Exercise brief: Of the lines listed below, return exactly those that run from the line containing "display:flex; flex:1; min-height:0" through the line containing "0 0 0 0 .09", both included.

______________________________

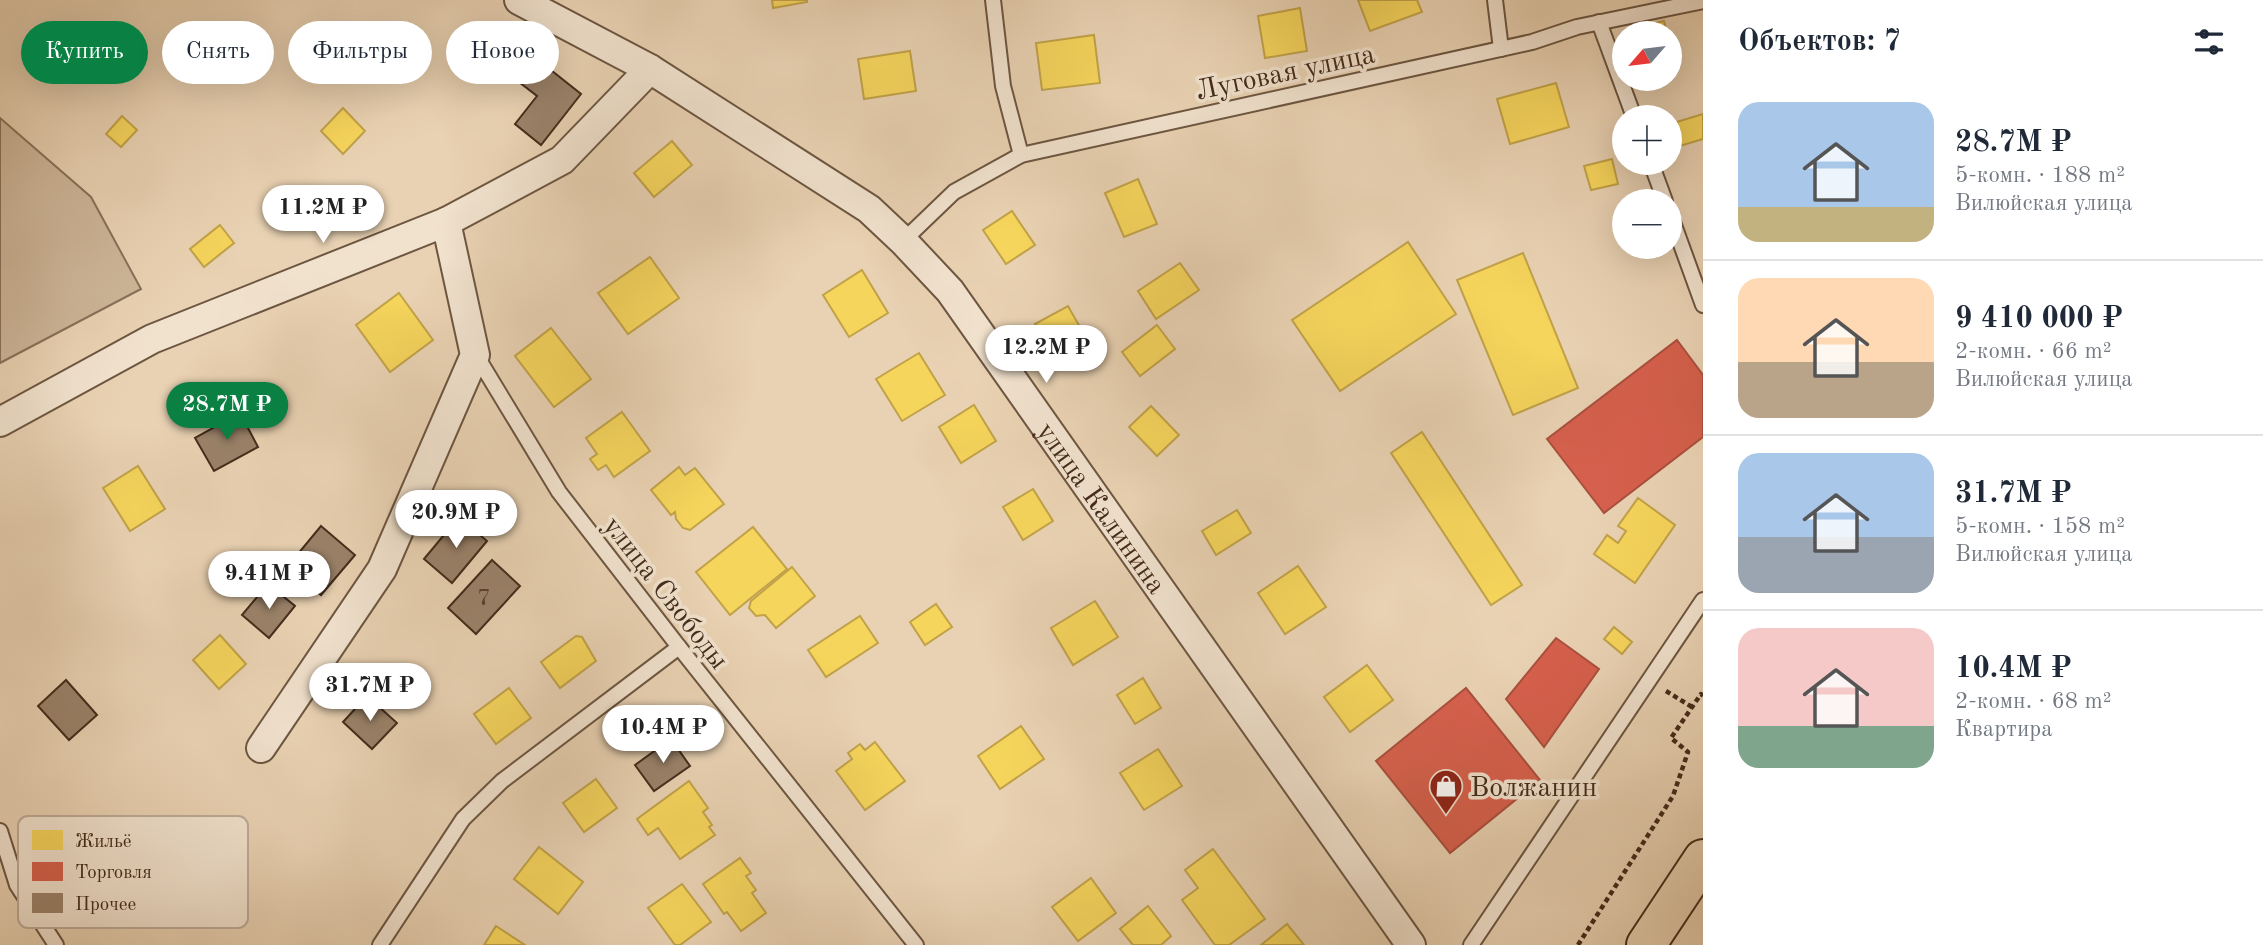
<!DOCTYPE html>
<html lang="ru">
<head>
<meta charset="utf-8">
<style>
	body { margin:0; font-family:"Old Standard TT",serif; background:#f6f6f7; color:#1f2937; height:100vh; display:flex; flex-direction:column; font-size:26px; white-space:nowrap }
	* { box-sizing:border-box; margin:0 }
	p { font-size:23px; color:#747a83 }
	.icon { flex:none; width:38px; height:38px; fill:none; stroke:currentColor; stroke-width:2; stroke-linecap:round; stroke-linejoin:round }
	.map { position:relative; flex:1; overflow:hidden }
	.sheet { display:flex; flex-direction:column; background:#fff; width:560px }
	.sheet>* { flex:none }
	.hud { position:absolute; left:21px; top:21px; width:665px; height:63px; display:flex; gap:14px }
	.needle { width:46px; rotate:242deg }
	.buttons { position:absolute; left:1612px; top:21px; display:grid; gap:14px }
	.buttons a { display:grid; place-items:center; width:70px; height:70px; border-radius:50%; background:#fff; box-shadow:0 7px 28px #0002; font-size:35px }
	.price { position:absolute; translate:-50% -60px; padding:0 16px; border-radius:24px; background:#fff; color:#222; font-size:23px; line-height:46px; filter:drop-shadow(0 2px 4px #0008) }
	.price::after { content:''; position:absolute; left:50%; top:42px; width:21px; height:16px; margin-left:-10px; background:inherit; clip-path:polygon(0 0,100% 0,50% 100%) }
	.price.on { background:#0b8043; color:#fff }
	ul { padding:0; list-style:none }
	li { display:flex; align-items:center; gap:21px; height:175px; padding:0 35px }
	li+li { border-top:2px solid #e0e1e3 }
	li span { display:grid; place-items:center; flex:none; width:196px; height:140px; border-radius:21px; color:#555 }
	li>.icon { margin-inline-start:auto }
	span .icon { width:84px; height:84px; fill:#fffc; stroke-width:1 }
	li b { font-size:30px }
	h2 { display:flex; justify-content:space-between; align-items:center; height:84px; padding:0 35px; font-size:30px }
	.chip { padding:0 24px; border-radius:32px; background:#fff; box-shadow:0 7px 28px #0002; font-size:24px; line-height:63px }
	.chip.on { background:#0b8043; color:#fff }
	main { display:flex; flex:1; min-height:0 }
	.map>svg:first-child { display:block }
</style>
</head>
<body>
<main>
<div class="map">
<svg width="1703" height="945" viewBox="0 0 1703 945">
	<rect width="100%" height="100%" fill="#e9d2b3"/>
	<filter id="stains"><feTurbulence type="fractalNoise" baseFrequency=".00286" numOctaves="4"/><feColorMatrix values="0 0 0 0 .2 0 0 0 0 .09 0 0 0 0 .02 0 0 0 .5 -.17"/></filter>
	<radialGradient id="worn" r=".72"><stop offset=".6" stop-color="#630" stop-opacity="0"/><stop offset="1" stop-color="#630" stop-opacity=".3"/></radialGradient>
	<polygon fill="#cdb699" stroke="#88715a" stroke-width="2" points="0,118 91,197 141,289 0,363"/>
	<g fill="#f6d55c" stroke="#c1a248" stroke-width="2">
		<polygon points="772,0 807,0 807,2 773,8"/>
		<polygon points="1358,0 1417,0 1422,12 1370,31"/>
		<polygon points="1300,8 1307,51 1265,58 1258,16"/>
		<polygon points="1664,21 1667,33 1632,33 1631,29"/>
		<polygon points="1094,35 1100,83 1042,90 1036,43"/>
		<polygon points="910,51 916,91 864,99 858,59"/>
		<polygon points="1556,83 1569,127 1510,144 1497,99"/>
		<polygon points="343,108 365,131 343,154 321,131"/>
		<polygon points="1703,114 1703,139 1670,149 1670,124"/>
		<polygon points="122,116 137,130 121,147 106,134"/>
		<polygon points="672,141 692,165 654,197 634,173"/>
		<polygon points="1612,159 1618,184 1591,190 1584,166"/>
		<polygon points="1138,179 1157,224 1124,237 1105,193"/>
		<polygon points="1012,211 1035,245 1006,264 983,230"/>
		<polygon points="220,225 234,243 204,267 190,249"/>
		<polygon points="1408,242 1456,314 1340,391 1292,320"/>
		<polygon points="1523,253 1578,388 1513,415 1457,280"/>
		<polygon points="650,257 679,298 628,334 598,293"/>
		<polygon points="1180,263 1199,290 1156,319 1138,291"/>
		<polygon points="862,270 888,313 849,337 823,295"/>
		<polygon points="399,293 433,340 390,372 356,325"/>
		<polygon points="1068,306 1094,352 1061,370 1035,324"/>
		<polygon points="1157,325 1175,349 1140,376 1122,352"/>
		<polygon points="551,328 591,379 554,407 515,356"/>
		<polygon points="919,353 945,395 902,421 876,379"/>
		<polygon points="974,405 996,441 961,463 939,427"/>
		<polygon points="1151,406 1179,435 1157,456 1129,427"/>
		<polygon points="622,412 650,451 614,477 606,465 598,470 590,459 597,454 586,438"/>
		<polygon points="1422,432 1522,585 1491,605 1391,453"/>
		<polygon points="138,466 165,509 130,531 103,488"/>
		<polygon points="679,467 685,475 695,468 724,504 690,530 683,528 676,519 675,512 671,515 651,490"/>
		<polygon points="1033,489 1053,521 1023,540 1003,507"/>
		<polygon points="1638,498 1675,525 1635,583 1594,554 1607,535 1618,543 1626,531 1618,526"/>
		<polygon points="1237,510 1251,533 1216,555 1202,531"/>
		<polygon points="753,527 787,569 730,615 696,572"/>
		<polygon points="1298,566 1326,607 1285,634 1258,593"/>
		<polygon points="792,567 815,596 776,628 765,615 756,616 749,608 751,601"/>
		<polygon points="1095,601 1118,637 1073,665 1051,628"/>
		<polygon points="936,604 952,627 925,645 910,622"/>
		<polygon points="860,616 878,643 826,677 808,650"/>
		<polygon points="1614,627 1632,642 1622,654 1604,639"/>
		<polygon points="220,635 246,664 219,689 193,660"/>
		<polygon points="576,636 582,637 596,661 560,688 541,662"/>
		<polygon points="1367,665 1393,700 1350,732 1324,697"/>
		<polygon points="1143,678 1161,708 1135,724 1117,695"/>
		<polygon points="509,688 531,718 496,744 474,714"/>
		<polygon points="1021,726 1044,759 1000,789 978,756"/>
		<polygon points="875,742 905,781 865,810 836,771 852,759 848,753 860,744 865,750"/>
		<polygon points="1158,749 1182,786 1144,810 1120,773"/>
		<polygon points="596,779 617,808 584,832 563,803"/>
		<polygon points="689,781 708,808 703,812 712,825 709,827 715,835 680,859 658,828 648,835 637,819"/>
		<polygon points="539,847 583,882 558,914 514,879"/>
		<polygon points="1213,849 1265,919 1229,945 1215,945 1182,900 1198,888 1185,870"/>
		<polygon points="740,858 751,873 746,876 756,890 752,893 766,913 741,931 727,912 724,914 703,884"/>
		<polygon points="1091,878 1116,913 1078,941 1052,907"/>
		<polygon points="682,884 711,922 680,945 675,945 648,908"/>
		<polygon points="1148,906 1171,936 1161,945 1133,945 1120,929"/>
		<polygon points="1287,924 1304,945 1261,945"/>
		<polygon points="496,926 525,945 484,945"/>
	</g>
	<g fill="#d6604d" stroke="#aa503e" stroke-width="2">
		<polygon points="1677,340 1703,375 1703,437 1604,513 1547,439"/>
		<polygon points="1556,638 1599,669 1544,747 1506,699"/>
		<polygon points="1466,688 1540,780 1450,853 1376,761"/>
	</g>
	<g fill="#9a826a" stroke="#442c1b" stroke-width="2">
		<polygon points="537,59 581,94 541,145 515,124 537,96 519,82"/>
		<polygon points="240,413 258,447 214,471 195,438"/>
		<polygon points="459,517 487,541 452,583 424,559"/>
		<polygon points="321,526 355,555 321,595 287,567"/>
		<polygon points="492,560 520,586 476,634 448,608"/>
		<polygon points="268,584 295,606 269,638 242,615"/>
		<polygon points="66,680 97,715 69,740 38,706"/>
		<polygon points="367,696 397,723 372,749 343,722"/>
		<polygon points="671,739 690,766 654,791 635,765"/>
	</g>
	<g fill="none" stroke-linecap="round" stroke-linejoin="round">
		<defs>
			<g id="lane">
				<polyline points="993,0 1003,86 1021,155"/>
				<polyline points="1495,0 1501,49"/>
				<polyline points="1599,22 1634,117"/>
				<polyline points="1651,163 1665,201"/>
				<polyline points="1670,214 1703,305"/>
				<polyline points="903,241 954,192 1021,155 1532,42 1577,27 1703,1"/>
				<polyline points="476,355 559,492 679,647 916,945"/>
				<polyline points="0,831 17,885 56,945"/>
				<polyline points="380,945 463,819 502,781 679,647"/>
				<polyline points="1471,945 1703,600"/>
			</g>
			<g id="street">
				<path id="s1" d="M519,0L650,69L869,209L903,241L950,291L1411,945"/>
				<polyline points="0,422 152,339 446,222 562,160 650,69"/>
				<polyline points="261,748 382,569 475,355 446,222"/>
			</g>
			<polyline id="highway" points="1646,945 1703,859"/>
		</defs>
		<use href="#lane" stroke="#6d5641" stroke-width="18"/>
		<use href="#street" stroke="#6d5641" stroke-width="32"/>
		<use href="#highway" stroke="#442c1b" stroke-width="42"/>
		<g stroke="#442c1b" stroke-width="4.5" stroke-dasharray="5 3.5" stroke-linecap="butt">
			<polyline points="1666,691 1692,707"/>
			<polyline points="1578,945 1673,796 1688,752 1671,738 1701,694 1703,696"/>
		</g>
		<use href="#lane" stroke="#f1e2ce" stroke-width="14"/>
		<use href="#street" stroke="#f1e2ce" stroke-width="28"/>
		<use href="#highway" stroke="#e9d2b3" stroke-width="38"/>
	</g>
	<defs>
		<symbol id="shop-pin" viewBox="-11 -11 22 30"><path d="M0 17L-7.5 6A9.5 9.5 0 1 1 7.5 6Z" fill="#8f2418" stroke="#f1e2ce"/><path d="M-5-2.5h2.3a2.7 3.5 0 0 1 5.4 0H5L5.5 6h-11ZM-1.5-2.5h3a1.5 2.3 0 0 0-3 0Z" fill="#fff"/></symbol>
	</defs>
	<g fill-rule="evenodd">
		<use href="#shop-pin" x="1427" y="767" width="38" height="52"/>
	</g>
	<g text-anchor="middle" stroke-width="7" stroke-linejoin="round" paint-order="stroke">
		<g font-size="24" fill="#5a422f">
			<text x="484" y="605">7</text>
		</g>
		<g font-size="28" fill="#442c1b" stroke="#f1e2ce">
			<text transform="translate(1285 71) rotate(-12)" y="10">Луговая улица</text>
			<text dy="10" stroke="none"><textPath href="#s1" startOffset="788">улица Калинина</textPath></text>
			<text transform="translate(667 592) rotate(52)" y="10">улица Свободы</text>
		</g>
		<g font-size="28" fill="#442c1b" stroke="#f1e2ce" text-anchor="start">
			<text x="1470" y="796">Волжанин</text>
		</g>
	</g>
	<rect x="18" y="816" width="230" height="112" rx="10" fill="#f1e2ce" stroke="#bdab98" stroke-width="2"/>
	<rect x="32" y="830" width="31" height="20" fill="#f6d55c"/>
	<rect x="32" y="862" width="31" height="19" fill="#d6604d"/>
	<rect x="32" y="893" width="31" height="20" fill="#9a826a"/>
	<g font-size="19" fill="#442c1b">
		<text x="75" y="847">Жильё</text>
		<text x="75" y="878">Торговля</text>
		<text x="75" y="910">Прочее</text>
	</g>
	<rect width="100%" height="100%" filter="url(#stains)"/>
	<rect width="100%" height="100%" fill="url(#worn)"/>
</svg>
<div class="buttons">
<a><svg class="needle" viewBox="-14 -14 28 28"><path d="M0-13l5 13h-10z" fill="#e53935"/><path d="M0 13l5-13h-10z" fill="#747a83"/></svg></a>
<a>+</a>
<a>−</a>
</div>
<b class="price" style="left:323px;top:245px">11.2M ₽</b>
<b class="price" style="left:1046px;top:385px">12.2M ₽</b>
<b class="price on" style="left:227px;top:442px">28.7M ₽</b>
<b class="price" style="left:456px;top:550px">20.9M ₽</b>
<b class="price" style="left:269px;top:611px">9.41M ₽</b>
<b class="price" style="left:370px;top:723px">31.7M ₽</b>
<b class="price" style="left:663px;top:765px">10.4M ₽</b>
<div class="hud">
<a class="chip on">Купить</a>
<a class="chip">Снять</a>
<a class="chip">Фильтры</a>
<a class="chip">Новое</a>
</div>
</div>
<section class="sheet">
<h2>Объектов: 7<svg class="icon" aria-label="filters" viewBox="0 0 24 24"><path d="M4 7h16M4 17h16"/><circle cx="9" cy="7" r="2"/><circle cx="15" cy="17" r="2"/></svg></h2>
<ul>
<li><span style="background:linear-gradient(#a9c7e8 75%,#c2b280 0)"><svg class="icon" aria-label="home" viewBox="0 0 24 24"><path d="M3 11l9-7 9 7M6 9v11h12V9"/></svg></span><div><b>28.7M ₽</b><p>5-комн. · 188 m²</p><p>Вилюйская улица</p></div></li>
<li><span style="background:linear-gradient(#ffd9b3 60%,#b9a48a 0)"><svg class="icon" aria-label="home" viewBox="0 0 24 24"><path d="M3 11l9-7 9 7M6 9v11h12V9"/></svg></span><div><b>9 410 000 ₽</b><p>2-комн. · 66 m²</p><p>Вилюйская улица</p></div></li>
<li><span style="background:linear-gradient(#a9c7e8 60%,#9aa5b1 0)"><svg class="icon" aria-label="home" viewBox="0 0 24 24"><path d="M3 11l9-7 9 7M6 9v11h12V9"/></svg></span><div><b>31.7M ₽</b><p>5-комн. · 158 m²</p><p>Вилюйская улица</p></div></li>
<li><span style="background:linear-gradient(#f6c9c9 70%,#7fa58c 0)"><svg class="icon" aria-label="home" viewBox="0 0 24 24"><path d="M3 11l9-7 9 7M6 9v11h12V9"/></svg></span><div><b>10.4M ₽</b><p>2-комн. · 68 m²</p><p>Квартира</p></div></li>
</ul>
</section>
</main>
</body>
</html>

______________________________

Exercise answer:
	main { display:flex; flex:1; min-height:0 }
	.map>svg:first-child { display:block }
</style>
</head>
<body>
<main>
<div class="map">
<svg width="1703" height="945" viewBox="0 0 1703 945">
	<rect width="100%" height="100%" fill="#e9d2b3"/>
	<filter id="stains"><feTurbulence type="fractalNoise" baseFrequency=".00286" numOctaves="4"/><feColorMatrix values="0 0 0 0 .2 0 0 0 0 .09 0 0 0 0 .02 0 0 0 .5 -.17"/></filter>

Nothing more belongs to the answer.